J28 – mercredi 14 août – Fanad / Malin Head

La nuit a été pour le moins agitée. En effet, le froid m’a saisi en plein sommeil. Pour une fois, le ciel était complètement dégagé et étoilé. De plus, mon duvet n’avait pas entièrement séché dans le sèche-linge. Je ne m’en suis rendu compte qu’une fois à l’intérieur. J’ai donc dû me rhabiller pour pouvoir dormir. De plus, entre ma bière et ma tisane, je me suis levé 3 fois pour pisser. A ce sujet, l’ouverture sur le côté est très pratique. Cela permet d’uriner à genou sans sortir dehors. Bah oui … cela fait aussi partie du voyage !

Ce matin, je me réveille vers 6h30. L’horloge biologique est réglé sur cette heure. Je me prépare puis pars déjeuner à la terrasse du café-office bien évidemment fermé mais où une table à l’abri du vent et au soleil m’accueille. Vers 7h30, je reprends la route. Je passe devant une de ces superbes fermes, au toit de chaume, entièrement restaurées.

Alors que, ce matin, le ciel était dégagé et ensoleillé, il se couvre à nouveau d’un voile grisâtre. J’emprunte ma trace sur des petites routes non peintes (vraiment petites !).

Sur cette route au milieu de nulle part, je longe un mausolée dédié à Ste-?

Puis, j’arrive dans la superbe baie du village de Portsalon.

A la sortie de cette baie, il me faut grimper un petit col pour franchir cet éperon rocheux au-dessus de la mer. Je dois basculer derrière le point blanc que je pensais être une cabane mais qui est en fait un camping-car qui a trouvé le sport de rêve. Et ce n’est vraiment pas facile pour eux. Mais chacun sa galère …

Une fois là-haut, je peux admirer la belle plage de sable fin de cette baie.

Je rejoins ensuite la route régionale R? qui longe l’estuaire côté ouest. Comme déjà vu dans d’autres estuaires, une ferme maritime élève saumons. Peut-être celui que j’ai mangé en salade hier midi venait d’ici …

Peu après 10h, j’arrive au port de Rathmullan.
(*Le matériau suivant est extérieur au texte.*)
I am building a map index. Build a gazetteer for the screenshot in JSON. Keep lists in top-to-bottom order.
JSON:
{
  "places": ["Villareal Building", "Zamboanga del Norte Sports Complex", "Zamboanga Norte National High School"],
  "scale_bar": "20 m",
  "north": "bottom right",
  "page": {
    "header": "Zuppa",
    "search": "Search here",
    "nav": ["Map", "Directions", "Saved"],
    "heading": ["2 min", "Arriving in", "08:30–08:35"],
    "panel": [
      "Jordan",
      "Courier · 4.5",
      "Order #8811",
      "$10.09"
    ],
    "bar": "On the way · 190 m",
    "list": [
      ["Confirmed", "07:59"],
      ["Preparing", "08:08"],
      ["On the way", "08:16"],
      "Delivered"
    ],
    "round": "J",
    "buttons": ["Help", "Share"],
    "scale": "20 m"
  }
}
Je vais directement consulté les horaires des traversiers. Le dernier est parti à 9h40. Pas de regret. Le prochain sera à 11h00. Parfait. Cela me laisse le temps d’aller déjeuner. En descendant au port, j’ai repéré un bakery-coffee. J’y retourne. Je vais chez Belles. Je pense que ce sont des belges vu la carte. Je commande une variante du F.I.B. sous forme de burger avec du bon pain maison. Délicieux.

A 11h, j’embarque sur le traversier qui nous emmène de l’autre côté de l’estuaire à Buncrana. Une trentaine de minutes plus tard, je débarque.

Il me faut à nouveau monter de sacrés tape-culs pour sortir de cette bourgade. Puis je retrouve mes routes sans peinture qui mène jusqu’à Clonmany. J’y arrive vers 14h.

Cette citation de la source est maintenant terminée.